Stored items:
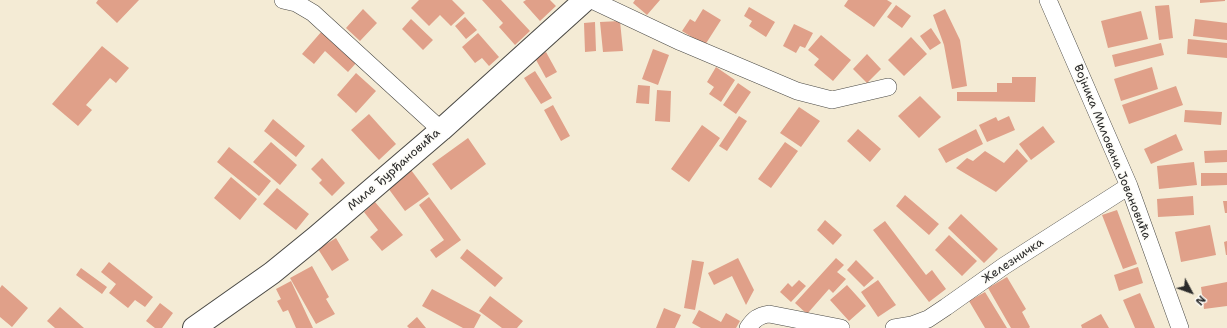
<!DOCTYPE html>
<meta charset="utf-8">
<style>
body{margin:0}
#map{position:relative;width:1227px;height:328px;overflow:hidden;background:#f4ebd5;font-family:"Shantell Sans",sans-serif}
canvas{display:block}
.north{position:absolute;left:1171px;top:272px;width:40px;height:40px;-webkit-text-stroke:3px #fdfcf7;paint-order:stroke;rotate:131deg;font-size:11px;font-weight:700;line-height:16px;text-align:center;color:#2b2b2b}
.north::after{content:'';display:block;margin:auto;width:14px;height:18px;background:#2b2b2b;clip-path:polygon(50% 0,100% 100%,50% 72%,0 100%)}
</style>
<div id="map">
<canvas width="1227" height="328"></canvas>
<div class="north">N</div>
</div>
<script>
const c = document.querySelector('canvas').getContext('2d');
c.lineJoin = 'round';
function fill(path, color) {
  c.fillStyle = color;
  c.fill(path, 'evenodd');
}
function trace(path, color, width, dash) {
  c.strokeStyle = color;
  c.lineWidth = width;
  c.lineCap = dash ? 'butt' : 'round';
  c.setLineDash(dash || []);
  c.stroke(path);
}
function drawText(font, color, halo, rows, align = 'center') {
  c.font = font + ' "Shantell Sans",sans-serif';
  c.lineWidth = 3;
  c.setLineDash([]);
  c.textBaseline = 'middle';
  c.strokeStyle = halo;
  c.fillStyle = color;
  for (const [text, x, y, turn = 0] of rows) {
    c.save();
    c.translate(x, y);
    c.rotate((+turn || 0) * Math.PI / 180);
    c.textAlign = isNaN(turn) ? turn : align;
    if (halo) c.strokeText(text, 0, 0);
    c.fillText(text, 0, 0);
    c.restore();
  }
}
fill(new Path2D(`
 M98,0H139L117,23L96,3Z
 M419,0H452L465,13L451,26L440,15L429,26L411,8Z
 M482,0H501L530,31L515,45L499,27L503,23Z
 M526,0H550L556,6L540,21L523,2Z
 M635,0H660L647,15L633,3Z
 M848,0H887L892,3L874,27L844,6Z
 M1200,0H1225V1L1200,3Z
 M896,5L911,16L902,28L887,17Z
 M1169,5L1173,38L1159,40L1155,6Z
 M749,7L775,22L766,37L749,26L752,21L744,16Z
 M363,9L377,23L360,41L346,28Z
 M703,9L721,20L705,45L682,31L690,19L695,22Z
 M945,9L960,40L967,86L952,89L944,45L933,15Z
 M1141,11L1148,39L1108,48L1101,21Z
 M465,17L477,30L466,39L455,26Z
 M411,19L433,40L423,50L402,29Z
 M1195,19L1227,23V40L1193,36Z
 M620,21L623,51L603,52L600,22Z
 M595,22L596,51L585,52L584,23Z
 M794,24L813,33L805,48L800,46L796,53L783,46Z
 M931,28L941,43L930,50L920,36Z
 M322,31L357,62L348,72L325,51L314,64L302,54Z
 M478,33L499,57L489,66L482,58L475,63L462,47Z
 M821,35L851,60L833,81L814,65L819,59L808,50Z
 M911,37L927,54L904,76L888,60Z
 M1188,39L1227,43V58L1187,54Z
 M1161,43L1164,55L1115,67L1112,55Z
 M102,46L129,68L116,83L110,78L86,105L92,110L78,126L52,104Z
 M653,49L669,55L658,85L642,79Z
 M546,52L557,72L546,78L535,58Z
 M867,54L881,69L867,83L853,69Z
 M716,67L735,80L721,102L709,94L714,87L707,82Z
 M1152,67L1158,89L1121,101L1114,79Z
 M535,71L552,98L541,104L524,78Z
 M356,73L376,91L356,113L337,95Z
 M1012,77H1036L1035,102L957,101V92H997V83H1012Z
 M738,83L751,92L736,114L723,105Z
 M638,85L650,86L649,104L636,103Z
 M1176,86L1183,105L1129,124L1122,105Z
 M657,90L671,91L670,122L655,121Z
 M920,96L941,117L919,138L898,116Z
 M553,105L570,136L561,141L544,110Z
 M799,107L820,121L801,147L780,133Z
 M1185,110L1222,112L1221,125L1184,122Z
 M369,114L396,144L379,160L351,130Z
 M739,116L747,121L727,151L719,146Z
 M1009,116L1015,130L987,142L979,125L996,117L998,121Z
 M273,119L305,146L296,157L264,131Z
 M702,125L720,138L689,182L671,169Z
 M1043,126L1055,142L1031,160L1019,144Z
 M858,129L881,149L870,162L847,141Z
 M976,129L983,144L946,163L938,149Z
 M1176,134L1183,150L1151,164L1144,149Z
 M468,138L486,164L451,190L432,164Z
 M271,142L297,165L280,185L253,162Z
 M785,142L798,151L771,188L758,179Z
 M229,147L271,181L259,196L217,162Z
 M1017,149L1028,161L996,192L956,168L967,158L973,161L985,151L1004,163Z
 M1227,150V162L1205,163L1204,151Z
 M322,158L345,183L332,196L319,183L322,180L311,169Z
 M1194,162L1197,185L1159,189L1157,166Z
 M411,170L429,194L405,211L388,188Z
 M1201,173H1227V185L1201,186Z
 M231,177L257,199L240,220L214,198Z
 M277,188L309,214L296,230L263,204Z
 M905,195L939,224L929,235L896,206Z
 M1193,196L1194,215L1158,217L1157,199Z
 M429,197L461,240L436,258L430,250L444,240L419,205Z
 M1223,201H1227V213H1225Z
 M375,202L403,235L382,251L370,237L378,230L364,212Z
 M1117,210L1137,264L1123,269L1102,215Z
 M961,214L998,249L984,263L948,228Z
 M825,220L842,235L833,245L817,230Z
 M885,221L926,275L932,270L946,289L929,302L873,230Z
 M1210,225L1216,255L1181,262L1175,232Z
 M949,235L977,261L962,276L935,250Z
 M336,238L349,260L332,271L318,249Z
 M1227,241V255H1226L1224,242Z
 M467,249L503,278L495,287L460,258Z
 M738,258L754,290L746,305L732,276L714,285L708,273Z
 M836,258L844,265L837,272L846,279L833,293L829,289L807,314L795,303Z
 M692,260L704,262L695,310L684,308Z
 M856,260L874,278L864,287L847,270Z
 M109,262L153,297L145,307L135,300L128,308L109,293L116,284L101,272Z
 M312,266L329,297L326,299L335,314L316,324L290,278Z
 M1138,267L1143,283L1119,291L1114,275Z
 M81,268L107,287L102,294L76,275Z
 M1007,277L1026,309L1022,312L1030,327L1029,328H1011L988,288Z
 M799,280L806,286L791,302L780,292L788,283L792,287Z
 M878,280L896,305L878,317L861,292Z
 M291,281L313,328H296L288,310L283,312L277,301L281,299L276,289Z
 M1227,282V306L1204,309L1201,287Z
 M2,285L28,308L12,327L0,317V288Z
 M847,285L866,306L849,321L830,300Z
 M432,289L481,315L474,328H463L422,306Z
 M985,292L1007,328H985L969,301Z
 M1140,293L1155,328H1135L1123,300Z
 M490,296L523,321L517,328H502L479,311Z
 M160,303L173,313L162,328H155L146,321Z
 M60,307L84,328H55L47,321Z
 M664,308L681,315L675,328H656Z
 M699,310L721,322L726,313L740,321L736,328H701L692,323Z
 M1101,314L1109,328H1082L1081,325Z
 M417,317L426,328H409L407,326Z`), '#e0a089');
const street = new Path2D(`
 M283,0L296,3L313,13L441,130
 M592,0L681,42L797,91L832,100L888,87
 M1048,0L1129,186L1180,328
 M748,328C754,319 758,316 769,314L841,328
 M894,328L912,325L928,319L946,307L1004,266L1129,186`);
const secondary = new Path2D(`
 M194,328L272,273L315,238L441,130L585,0`);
trace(street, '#494844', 18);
trace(secondary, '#494844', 24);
trace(street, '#fff', 17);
trace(secondary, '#fff', 22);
drawText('12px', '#2b2b2b', '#fdfcf7', [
 ["Војника Милована Јовановића",1112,152,68],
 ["Миле Ђурђановића",394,170,-41],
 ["Железничка",1013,261,-34]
]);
</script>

**EXERCISE GOAL:** Please go through the data and copy each line containing the word "function".

**TASK RESULT:**
function fill(path, color) {
function trace(path, color, width, dash) {
function drawText(font, color, halo, rows, align = 'center') {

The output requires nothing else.